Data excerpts
- Opening Delimiter -
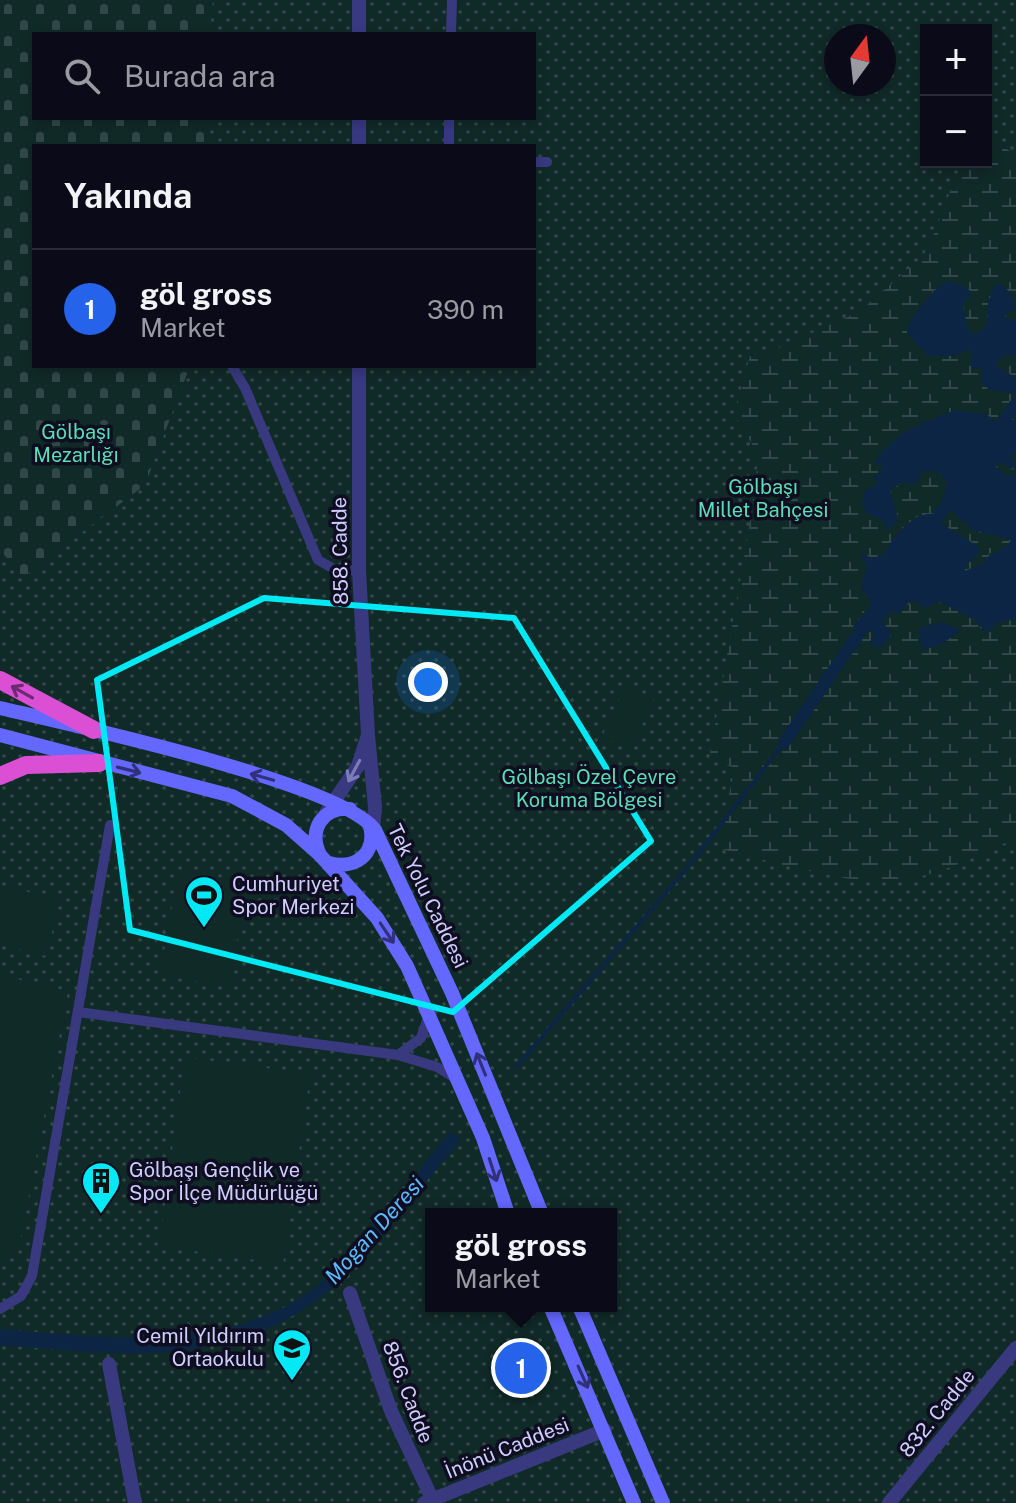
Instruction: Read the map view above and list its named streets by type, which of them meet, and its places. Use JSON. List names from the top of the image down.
{
  "streets": {
    "main road": ["Tek Yolu Caddesi"],
    "street": [
      "858. Cadde",
      "856. Cadde",
      "832. Cadde",
      "İnönü Caddesi"
    ]
  },
  "crossings": [
    ["858. Cadde", "Tek Yolu Caddesi"],
    ["856. Cadde", "İnönü Caddesi"]
  ],
  "water": ["Mogan Deresi"],
  "parks": ["Gölbaşı Mezarlığı", "Gölbaşı Millet Bahçesi", "Gölbaşı Özel Çevre Koruma Bölgesi"],
  "places": {
    "sports": ["Cumhuriyet Spor Merkezi"],
    "building": ["Gölbaşı Gençlik ve Spor İlçe Müdürlüğü"],
    "school or university": ["Cemil Yıldırım Ortaokulu"]
  },
  "north": "top",
  "page": {
    "map_buttons": ["+", "−"],
    "search": "Burada ara",
    "heading": "Yakında",
    "list": [
      {
        "mark": "1",
        "name": "göl gross",
        "note": "Market",
        "value": "390 m"
      }
    ],
    "popup": ["göl gross", "Market"],
    "pins": "1"
  }
}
- Closing Delimiter -
• [TASK DIRECTIONS]: Scan the records above for lines with the word "list". Then report how many there are, as a bare number.

• [REPLY]: 2